Extracted data entries.
★ ★ ★ ★ ★ ★ ★

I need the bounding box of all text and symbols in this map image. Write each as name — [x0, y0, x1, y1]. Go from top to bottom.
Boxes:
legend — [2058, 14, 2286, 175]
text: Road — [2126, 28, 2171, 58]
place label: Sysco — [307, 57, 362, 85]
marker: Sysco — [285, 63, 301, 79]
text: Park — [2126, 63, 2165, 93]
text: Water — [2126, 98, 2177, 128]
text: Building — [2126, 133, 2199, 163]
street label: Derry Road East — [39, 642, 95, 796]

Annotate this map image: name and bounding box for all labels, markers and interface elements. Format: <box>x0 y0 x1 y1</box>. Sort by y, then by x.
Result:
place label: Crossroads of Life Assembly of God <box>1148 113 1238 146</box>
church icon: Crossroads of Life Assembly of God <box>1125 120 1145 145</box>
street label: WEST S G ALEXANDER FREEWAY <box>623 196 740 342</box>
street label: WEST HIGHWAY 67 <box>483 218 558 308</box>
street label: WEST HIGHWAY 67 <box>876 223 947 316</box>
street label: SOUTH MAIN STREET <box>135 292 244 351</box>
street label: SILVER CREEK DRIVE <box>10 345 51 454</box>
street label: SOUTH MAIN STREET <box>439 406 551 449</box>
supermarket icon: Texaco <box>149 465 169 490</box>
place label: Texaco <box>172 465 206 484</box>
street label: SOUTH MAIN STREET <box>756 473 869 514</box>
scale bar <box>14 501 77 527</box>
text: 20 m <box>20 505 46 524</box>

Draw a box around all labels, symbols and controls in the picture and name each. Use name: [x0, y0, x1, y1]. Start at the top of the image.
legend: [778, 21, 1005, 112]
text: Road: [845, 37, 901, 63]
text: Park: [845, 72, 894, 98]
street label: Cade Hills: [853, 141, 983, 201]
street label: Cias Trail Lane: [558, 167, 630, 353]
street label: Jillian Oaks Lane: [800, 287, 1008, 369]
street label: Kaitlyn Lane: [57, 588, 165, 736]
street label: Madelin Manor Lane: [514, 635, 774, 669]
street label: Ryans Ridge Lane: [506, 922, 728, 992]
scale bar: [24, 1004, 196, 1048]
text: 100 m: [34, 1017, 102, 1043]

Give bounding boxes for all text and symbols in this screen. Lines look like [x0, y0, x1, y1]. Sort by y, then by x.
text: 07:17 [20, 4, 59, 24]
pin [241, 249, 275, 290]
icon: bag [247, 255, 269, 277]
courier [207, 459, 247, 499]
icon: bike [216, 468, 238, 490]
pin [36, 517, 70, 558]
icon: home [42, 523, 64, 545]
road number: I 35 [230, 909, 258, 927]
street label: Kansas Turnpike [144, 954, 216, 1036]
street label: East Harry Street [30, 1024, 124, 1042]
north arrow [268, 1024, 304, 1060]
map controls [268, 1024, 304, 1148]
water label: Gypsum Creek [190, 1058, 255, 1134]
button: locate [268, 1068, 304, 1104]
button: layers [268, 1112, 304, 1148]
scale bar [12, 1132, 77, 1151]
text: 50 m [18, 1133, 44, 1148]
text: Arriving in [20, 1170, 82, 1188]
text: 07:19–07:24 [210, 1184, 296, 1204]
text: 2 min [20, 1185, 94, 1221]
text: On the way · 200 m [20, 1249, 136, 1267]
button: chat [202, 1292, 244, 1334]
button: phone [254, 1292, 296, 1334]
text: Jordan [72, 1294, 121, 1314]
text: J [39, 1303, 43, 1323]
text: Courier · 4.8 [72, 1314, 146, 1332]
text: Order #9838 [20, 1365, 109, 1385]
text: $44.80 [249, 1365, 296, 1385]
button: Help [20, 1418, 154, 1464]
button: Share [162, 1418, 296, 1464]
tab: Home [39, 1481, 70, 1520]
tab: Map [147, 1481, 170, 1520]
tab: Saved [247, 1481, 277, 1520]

★ ★ ★ ★ ★ ★ ★

PROMPT. What is wanted is an exact copy of the data.

SOLUTION.
I need the bounding box of all text and symbols in this map image. Write each as name — [x0, y0, x1, y1]. Go from top to bottom.
Boxes:
legend — [2058, 14, 2286, 175]
text: Road — [2126, 28, 2171, 58]
place label: Sysco — [307, 57, 362, 85]
marker: Sysco — [285, 63, 301, 79]
text: Park — [2126, 63, 2165, 93]
text: Water — [2126, 98, 2177, 128]
text: Building — [2126, 133, 2199, 163]
street label: Derry Road East — [39, 642, 95, 796]

Annotate this map image: name and bounding box for all labels, markers and interface elements. Format: <box>x0 y0 x1 y1</box>. Sort by y, then by x.
Result:
place label: Crossroads of Life Assembly of God <box>1148 113 1238 146</box>
church icon: Crossroads of Life Assembly of God <box>1125 120 1145 145</box>
street label: WEST S G ALEXANDER FREEWAY <box>623 196 740 342</box>
street label: WEST HIGHWAY 67 <box>483 218 558 308</box>
street label: WEST HIGHWAY 67 <box>876 223 947 316</box>
street label: SOUTH MAIN STREET <box>135 292 244 351</box>
street label: SILVER CREEK DRIVE <box>10 345 51 454</box>
street label: SOUTH MAIN STREET <box>439 406 551 449</box>
supermarket icon: Texaco <box>149 465 169 490</box>
place label: Texaco <box>172 465 206 484</box>
street label: SOUTH MAIN STREET <box>756 473 869 514</box>
scale bar <box>14 501 77 527</box>
text: 20 m <box>20 505 46 524</box>

Draw a box around all labels, symbols and controls in the picture and name each. Use name: [x0, y0, x1, y1]. Start at the top of the image.
legend: [778, 21, 1005, 112]
text: Road: [845, 37, 901, 63]
text: Park: [845, 72, 894, 98]
street label: Cade Hills: [853, 141, 983, 201]
street label: Cias Trail Lane: [558, 167, 630, 353]
street label: Jillian Oaks Lane: [800, 287, 1008, 369]
street label: Kaitlyn Lane: [57, 588, 165, 736]
street label: Madelin Manor Lane: [514, 635, 774, 669]
street label: Ryans Ridge Lane: [506, 922, 728, 992]
scale bar: [24, 1004, 196, 1048]
text: 100 m: [34, 1017, 102, 1043]

Give bounding boxes for all text and symbols in this screen. Lines look like [x0, y0, x1, y1]. Sort by y, then by x.
text: 07:17 [20, 4, 59, 24]
pin [241, 249, 275, 290]
icon: bag [247, 255, 269, 277]
courier [207, 459, 247, 499]
icon: bike [216, 468, 238, 490]
pin [36, 517, 70, 558]
icon: home [42, 523, 64, 545]
road number: I 35 [230, 909, 258, 927]
street label: Kansas Turnpike [144, 954, 216, 1036]
street label: East Harry Street [30, 1024, 124, 1042]
north arrow [268, 1024, 304, 1060]
map controls [268, 1024, 304, 1148]
water label: Gypsum Creek [190, 1058, 255, 1134]
button: locate [268, 1068, 304, 1104]
button: layers [268, 1112, 304, 1148]
scale bar [12, 1132, 77, 1151]
text: 50 m [18, 1133, 44, 1148]
text: Arriving in [20, 1170, 82, 1188]
text: 07:19–07:24 [210, 1184, 296, 1204]
text: 2 min [20, 1185, 94, 1221]
text: On the way · 200 m [20, 1249, 136, 1267]
button: chat [202, 1292, 244, 1334]
button: phone [254, 1292, 296, 1334]
text: Jordan [72, 1294, 121, 1314]
text: J [39, 1303, 43, 1323]
text: Courier · 4.8 [72, 1314, 146, 1332]
text: Order #9838 [20, 1365, 109, 1385]
text: $44.80 [249, 1365, 296, 1385]
button: Help [20, 1418, 154, 1464]
button: Share [162, 1418, 296, 1464]
tab: Home [39, 1481, 70, 1520]
tab: Map [147, 1481, 170, 1520]
tab: Saved [247, 1481, 277, 1520]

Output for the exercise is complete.